Hi, I am new to this forum and signed up as a way to here what others that are going through similar situations have to say and how they might handle certain situations. I will have to say I have been reluctant to post on these kinds of forums because it seems like I am always reading about someone who can't understand why their Dr. wont prescribe the strongest narcotic available and more than enough of it. They usually have a long list of reasons they are in chronic pain and their username is ironically something like 'opiate_king'. Which unfortunately is a huge deterrent for people with real life problems.
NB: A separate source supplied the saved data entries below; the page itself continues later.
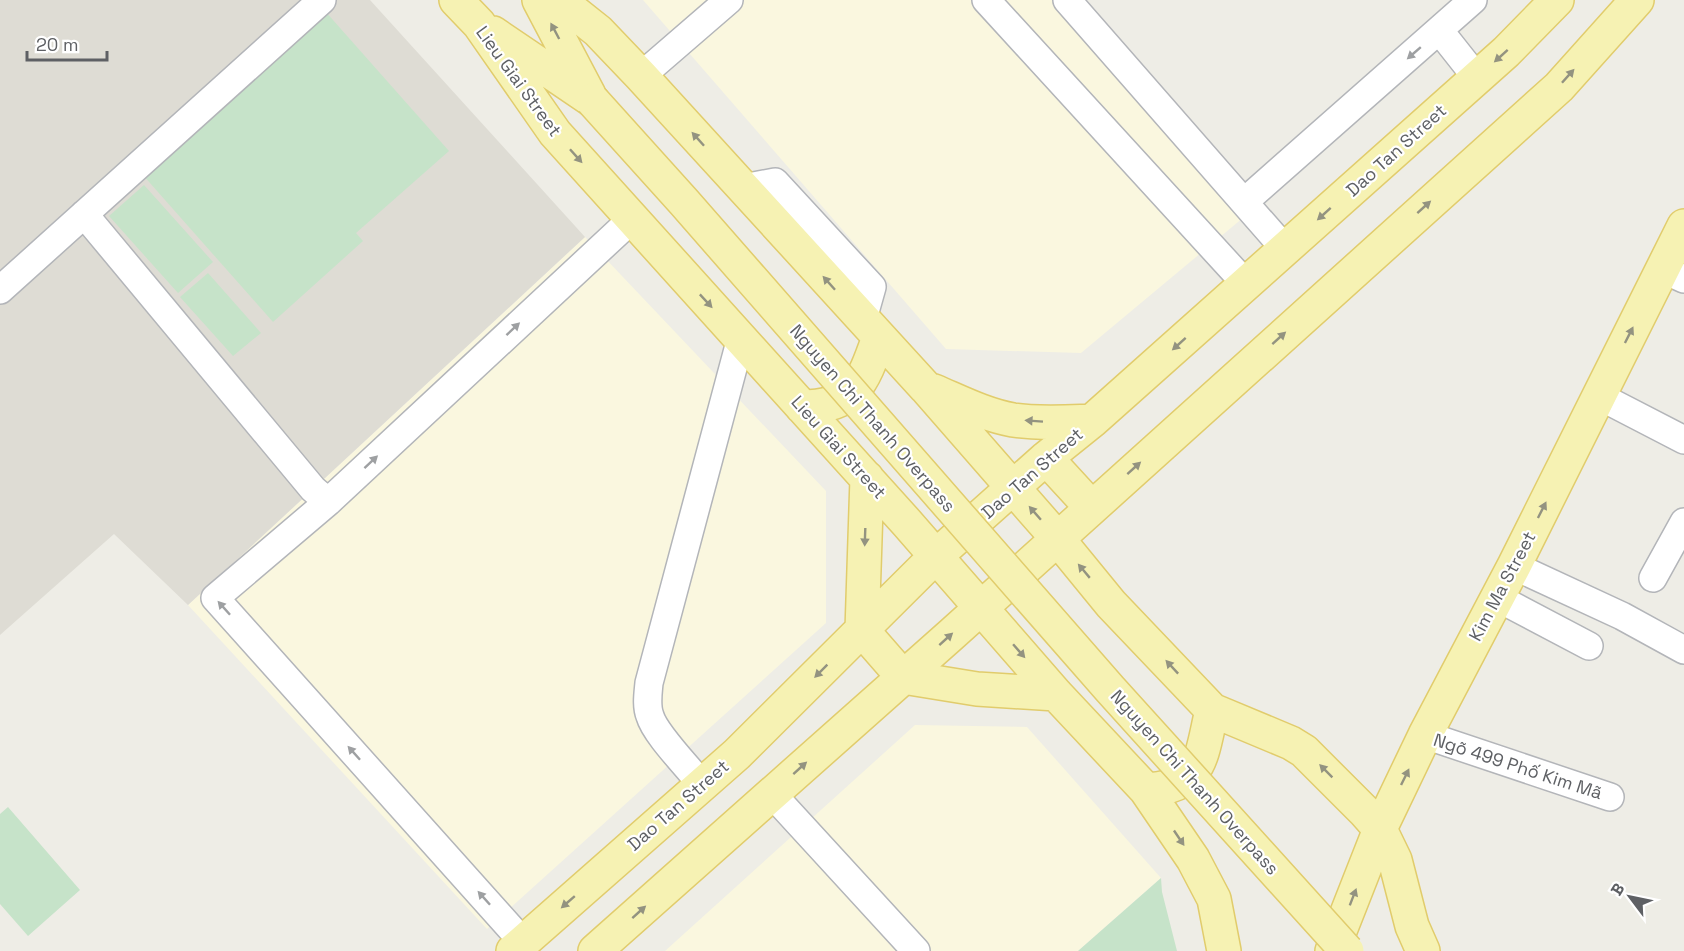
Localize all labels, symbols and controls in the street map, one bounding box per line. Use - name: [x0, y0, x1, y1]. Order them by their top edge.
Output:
- street label: Lieu Giai Street: [471, 21, 567, 141]
- one-way arrow: [550, 22, 560, 39]
- scale bar: [27, 24, 106, 62]
- text: 20 m: [36, 33, 79, 56]
- one-way arrow: [1407, 46, 1422, 59]
- one-way arrow: [1494, 49, 1509, 62]
- one-way arrow: [1561, 69, 1574, 84]
- street label: Dao Tan Street: [1341, 99, 1451, 201]
- one-way arrow: [691, 131, 705, 146]
- one-way arrow: [569, 148, 582, 163]
- one-way arrow: [1416, 201, 1431, 214]
- one-way arrow: [1317, 207, 1332, 220]
- one-way arrow: [822, 275, 836, 290]
- one-way arrow: [699, 293, 713, 308]
- street label: Nguyen Chi Thanh Overpass: [785, 319, 961, 517]
- one-way arrow: [505, 323, 520, 336]
- one-way arrow: [1624, 327, 1634, 344]
- one-way arrow: [1271, 332, 1286, 345]
- one-way arrow: [1172, 337, 1187, 350]
- street label: Lieu Giai Street: [787, 391, 891, 503]
- one-way arrow: [1024, 416, 1043, 426]
- street label: Dao Tan Street: [976, 423, 1088, 523]
- one-way arrow: [363, 456, 377, 470]
- one-way arrow: [1126, 462, 1141, 475]
- one-way arrow: [1537, 501, 1547, 518]
- one-way arrow: [1029, 506, 1042, 521]
- one-way arrow: [860, 527, 870, 546]
- street label: Kim Ma Street: [1463, 527, 1541, 645]
- one-way arrow: [1078, 564, 1091, 579]
- one-way arrow: [217, 600, 231, 615]
- one-way arrow: [938, 633, 953, 646]
- one-way arrow: [1012, 643, 1025, 659]
- one-way arrow: [1165, 661, 1179, 675]
- one-way arrow: [814, 664, 828, 678]
- street label: Nguyen Chi Thanh Overpass: [1106, 685, 1284, 879]
- street label: Ngõ 499 Phố Kim Mã: [1431, 728, 1605, 804]
- one-way arrow: [348, 746, 361, 761]
- street label: Dao Tan Street: [622, 755, 734, 855]
- one-way arrow: [793, 761, 808, 775]
- one-way arrow: [1319, 765, 1333, 779]
- one-way arrow: [1401, 768, 1410, 785]
- one-way arrow: [1173, 830, 1185, 846]
- north arrow: [1600, 867, 1660, 927]
- text: B: [1606, 879, 1629, 899]
- one-way arrow: [1348, 887, 1358, 905]
- one-way arrow: [477, 891, 491, 906]
- one-way arrow: [561, 895, 576, 908]
- one-way arrow: [631, 906, 646, 919]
I am not going to make my problems sound worse than they are and I know that many people have it so much worse than me. However, I do have a problem that is gradually eating away at my life and while it was first something that I could manage, it is now overcoming me and I am very confused and oddly feel all alone.
I will make a long story short. About 3.5 years ago I injured my back. It started with what I considered common lower back pain. One day my wife & I were out Christmas shopping & I suddenly was paralyzed with intense pain running down my right leg into my foot. The pain was intense. I related it something had done a few weeks prior to hurt my back. The pain was the kind of pain that just never goes away. What little comfort I could find was only found standing or lying down, I couldn't sit for more than a minute or so. I dropped major weight because I couldn't sit down to eat a meal. Our doctor is a good friend of our family and a client of mine. I was put on Oxycodone 7.5/325mg 3 times a day. I also got the steroid injections that did not help at all. My MRI showed bulging & herniated discs and we talked about a surgery I could have. I did not want to rush into a surgery so we decided to ride it out and see what happens. My wife was pregnant with twins and was planning to quit her job when they were born so this wasn't a time that I had many options. My job can be very physically demanding & I had no choice but to bear the pain I was in & move on.